- Episode no.: Season 4 Episode 11 12
- Directed by: Gerry Cohen
- Written by: Michael G. Moye; Ron Leavitt; Kevin Curran;
- Original air date: December 17, 1989

Guest appearance
- Sam Kinison

Episode chronology
| ← Previous "At the Zoo" | Next → "Who'll Stop the Rain" |
- Married... with Children season 4

= It's a Bundyful Life =

"It's a Bundyful Life" is the two part Christmas episode consisting of the 11th and 12th episodes of the fourth season of the American television series Married... with Children.

When the two-part episode originally aired on December 17, 1989, following the world premiere of The Simpsons, both shows earned the Fox Broadcasting Company their Sunday highest ratings ever.

==Plot==
Shoe salesman Al Bundy has saved up a lot of cash in a Christmas club savings account with his local bank so he can buy his family presents. After Al fails to get the presents when the bank closes too early to retrieve the money, he is accidentally electrocuted while trying to get his Christmas lights to work. When Al awakens he comes face to face with his guardian angel who takes him on an It's a Wonderful Life inspired journey of what his family would have been like if he had never been born.

==Critical reception==
San Francisco Chronicle, "In this two-part episode, Al Bundy (Ed O'Neill) ruins the holiday, prompting his family to abandon him for a Denny's. Home alone, Al nearly dies trying to put up the Christmas lights, which in turn prompts a visit from his guardian angel. No, it's not the sweet Clarence you remember, but rather comedian Sam Kinison."

Collider, "The holiday episode is considered a favorite among fans because it's Ted McGinley's first appearance on the show before he went on to play Jefferson D'Arcy. The Christmas element keeps the novelty of the episode intact and Fox re-aired "It's a Bundyful Life" six years after the series' cancelation which is an extremely rare situation for a parent network of a canceled sitcom."

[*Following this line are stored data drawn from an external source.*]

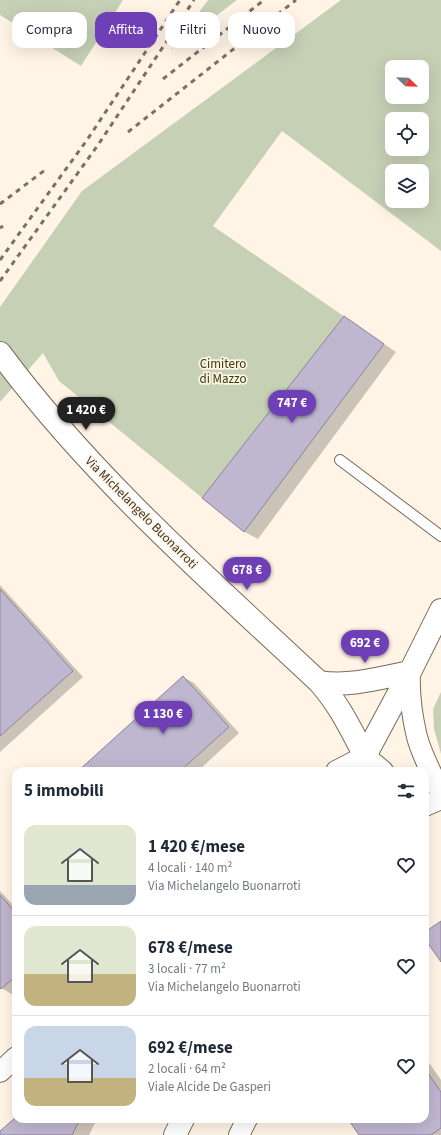 <!DOCTYPE html>
<html lang="it">
<meta charset="utf-8">
<style>
body{margin:0;font-family:"Source Sans 3",sans-serif;background:#f2f2f3;color:#1f2937;height:100vh;display:flex;flex-direction:column;font-size:15px;white-space:nowrap}
*{box-sizing:border-box;margin:0}
p{font-size:13px;color:#747a83}
.icon{flex:none;width:22px;height:22px;fill:none;stroke:currentColor;stroke-width:2;stroke-linecap:round;stroke-linejoin:round}
.map{position:relative;flex:1;overflow:hidden}
.drawer{position:absolute;left:12px;top:767px;width:417px;height:356px;display:flex;flex-direction:column;background:#fff;border-radius:12px;box-shadow:0 4px 16px #0002}
.drawer>*{flex:none}
.top-card{position:absolute;left:12px;top:12px;width:417px;height:36px;display:flex;gap:8px}
.needle{width:26px;rotate:113deg}
.buttons{position:absolute;left:385px;top:60px;display:grid;gap:8px}
.buttons a{display:grid;place-items:center;width:44px;height:44px;border-radius:8px;background:#fff;box-shadow:0 4px 16px #0002;font-size:20px}
.price{position:absolute;translate:-50% -34px;padding:0 9px;border-radius:14px;background:#6f3fb6;color:#fff;font-size:13px;line-height:26px;filter:drop-shadow(0 1px 2px #0008)}
.price::after{content:'';position:absolute;left:50%;top:24px;width:12px;height:9px;margin-left:-6px;background:inherit;clip-path:polygon(0 0,100% 0,50% 100%)}
.price.selected{background:#222;color:#fff}
ul{padding:0;list-style:none}
li{display:flex;align-items:center;gap:12px;height:100px;padding:0 12px}
li+li{border-top:1px solid #e0e1e3}
li span{display:grid;place-items:center;flex:none;width:112px;height:80px;border-radius:12px;color:#555}
li>.icon{margin-inline-start:auto}
span .icon{width:48px;height:48px;fill:#fffc;stroke-width:1}
li b{font-size:17px}
h2{display:flex;justify-content:space-between;align-items:center;height:48px;padding:0 12px;font-size:17px}
.pill{padding:0 14px;border-radius:12px;background:#fff;box-shadow:0 4px 16px #0002;font-size:14px;line-height:36px}
.pill.selected{background:#6f3fb6;color:#fff}
.map>svg:first-child{display:block}
.green{fill:#c6d0b5;fill-rule:evenodd}
.shadow{fill:#0003}
.building{fill:#bfb6cf;stroke:#8d849b}
.lines{fill:none;stroke-linecap:round;stroke-linejoin:round}
.service-casing{stroke:#7a6a56;stroke-width:12}
.minor-casing{stroke:#7a6a56;stroke-width:22}
.tertiary-casing{stroke:#7a6a56;stroke-width:24}
.service{stroke:#fff;stroke-width:10}
.minor{stroke:#fff;stroke-width:20}
.tertiary{stroke:#fff;stroke-width:22}
.rail{stroke:#797167;stroke-width:3;stroke-dasharray:5 5;stroke-linecap:butt}
.labels{text-anchor:middle;stroke-width:3.5;stroke-linejoin:round;paint-order:stroke}
.park-label{font-size:13px;fill:#313f09;stroke:#fff4e6}
.street-label{font-size:13px;fill:#3b342b;stroke:#fff4e6}
</style>
<div class="map">
<svg width="441" height="1135" viewBox="0 0 441 1135">
<rect width="100%" height="100%" fill="#fff4e6"/>
<path class="green" d="M0,0h123l-42,66 -81,-51z
M208,0h29l-66,50z
M341,0h100v251l-159,-120 -69,95 171,118 -140,188 -185,-151 -16,-28 -43,49v-95l82,-116zM392,67h30v30h-30zM392,119h30v30h-30zM392,171h30v30h-30z
M441,692v62l-7,-25 -1,-20z"/>
<path class="shadow" d="M344,317l52,35 -138,187 -13,-7 -42,-34z
M0,585l83,92 -83,75z
M183,677l11,6 45,50 -41,38h-119z
M0,891l16,17v84l-3,3 -13,-8z
M425,1061l5,3 11,16v55h-81l-11,-16h76z
M16,1118l72,1 7,4 -6,12h-89v-3z"/>
<path class="building" d="M344,316l40,28 -140,188 -42,-34z
M0,589l73,82 -73,65z
M183,676l46,51 -49,44h-102z
M0,895l16,18v63l-15,13 -1,-1z
M441,921v41l-16,-23v-7z
M425,1069l16,23v36l-10,7h-72l-11,-16h77z
M16,1117v2h64l-8,16h-72v-4z"/>
<g class="lines">
<g class="service-casing">
<path id="service" d="M340,460l101,76"/>
</g>
<g class="minor-casing">
<path id="minor" d="M410,672c-1,21 2,44 7,65 5,19 16,38 24,57
M336,771l29,-15 18,15
M425,806l14,-6
M0,1072l16,-15
M239,1135l8,-16"/>
</g>
<g class="tertiary-casing">
<path id="tertiary" d="M0,353c91,123 208,225 319,329 20,22 32,48 46,74
M319,682c31,5 61,-4 91,-10
M357,771l53,-99 31,-62
M175,1135l8,-16"/>
</g>
<use href="#service" class="service"/>
<use href="#minor" class="minor"/>
<use href="#tertiary" class="tertiary"/>
<path class="rail" d="M163,79l101,-79
M128,132l168,-132
M0,204l45,-34
M0,228l3,-2
M0,260l87,-120 93,-140
M0,281l98,-136 96,-145"/>
</g>
<g class="labels">
<g class="park-label">
<text x="223" y="368">Cimitero<tspan x="223" dy="15">di Mazzo</tspan></text>
</g>
<g class="street-label">
<text transform="translate(142 512) rotate(45)" y="5">Via Michelangelo Buonarroti</text>
</g>
</g>
</svg>
<div class="buttons">
<a><svg class="needle" viewBox="-14 -14 28 28"><path d="M0-13l5 13h-10z" fill="#e53935"/><path d="M0 13l5-13h-10z" fill="#747a83"/></svg></a>
<a><svg class="icon" aria-label="locate" viewBox="0 0 24 24"><circle cx="12" cy="12" r="6"/><path d="M12 2v4M12 18v4M2 12h4M18 12h4"/></svg></a>
<a><svg class="icon" aria-label="layers" viewBox="0 0 24 24"><path d="M12 4l9 5-9 5-9-5zM3 14l9 5 9-5"/></svg></a>
</div>
<b class="price" style="left:292px;top:424px">747 €</b>
<b class="price selected" style="left:86px;top:431px">1 420 €</b>
<b class="price" style="left:247px;top:591px">678 €</b>
<b class="price" style="left:365px;top:664px">692 €</b>
<b class="price" style="left:163px;top:735px">1 130 €</b>
<div class="top-card">
<a class="pill">Compra</a>
<a class="pill selected">Affitta</a>
<a class="pill">Filtri</a>
<a class="pill">Nuovo</a>
</div>
<section class="drawer">
<h2>5 immobili<svg class="icon" aria-label="filters" viewBox="0 0 24 24"><path d="M4 7h16M4 17h16"/><circle cx="9" cy="7" r="2"/><circle cx="15" cy="17" r="2"/></svg></h2>
<ul>
<li><span style="background:linear-gradient(#dfe7d0 75%,#9aa5b1 0)"><svg class="icon" aria-label="home" viewBox="0 0 24 24"><path d="M3 11l9-7 9 7M6 9v11h12V9"/></svg></span><div><b>1 420 €/mese</b><p>4 locali · 140 m²</p><p>Via Michelangelo Buonarroti</p></div><svg class="icon" aria-label="heart" viewBox="0 0 24 24"><path d="M12 20l-8-8c-3-5 5-10 8-4 3-6 11-1 8 4z"/></svg></li>
<li><span style="background:linear-gradient(#dfe7d0 60%,#c2b280 0)"><svg class="icon" aria-label="home" viewBox="0 0 24 24"><path d="M3 11l9-7 9 7M6 9v11h12V9"/></svg></span><div><b>678 €/mese</b><p>3 locali · 77 m²</p><p>Via Michelangelo Buonarroti</p></div><svg class="icon" aria-label="heart" viewBox="0 0 24 24"><path d="M12 20l-8-8c-3-5 5-10 8-4 3-6 11-1 8 4z"/></svg></li>
<li><span style="background:linear-gradient(#c9d6e8 65%,#c2b280 0)"><svg class="icon" aria-label="home" viewBox="0 0 24 24"><path d="M3 11l9-7 9 7M6 9v11h12V9"/></svg></span><div><b>692 €/mese</b><p>2 locali · 64 m²</p><p>Viale Alcide De Gasperi</p></div><svg class="icon" aria-label="heart" viewBox="0 0 24 24"><path d="M12 20l-8-8c-3-5 5-10 8-4 3-6 11-1 8 4z"/></svg></li>
</ul>
</section>
</div>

Yahoo, "Casting the late, great comedian Sam Kinison as Al's foul-mouthed guardian angel was a stroke of divine inspiration. And you have to respect "Bundyful Life" for not wimping out and going soft in the final act; Al tells Sam he wants to live again… just because his family seemed too happy without him around. A perfectly Scrooge-like sentiment that flies in the face of every corny Christmas episode we've ever had to endure… does it get any more Bundyful than that?"

Collider, "The irreverent Fox comedy Married... With Children proudly skewered all aspects of a normal, American sitcom family, and this two-part Christmas special is the perfect antithesis to the usual holiday fare."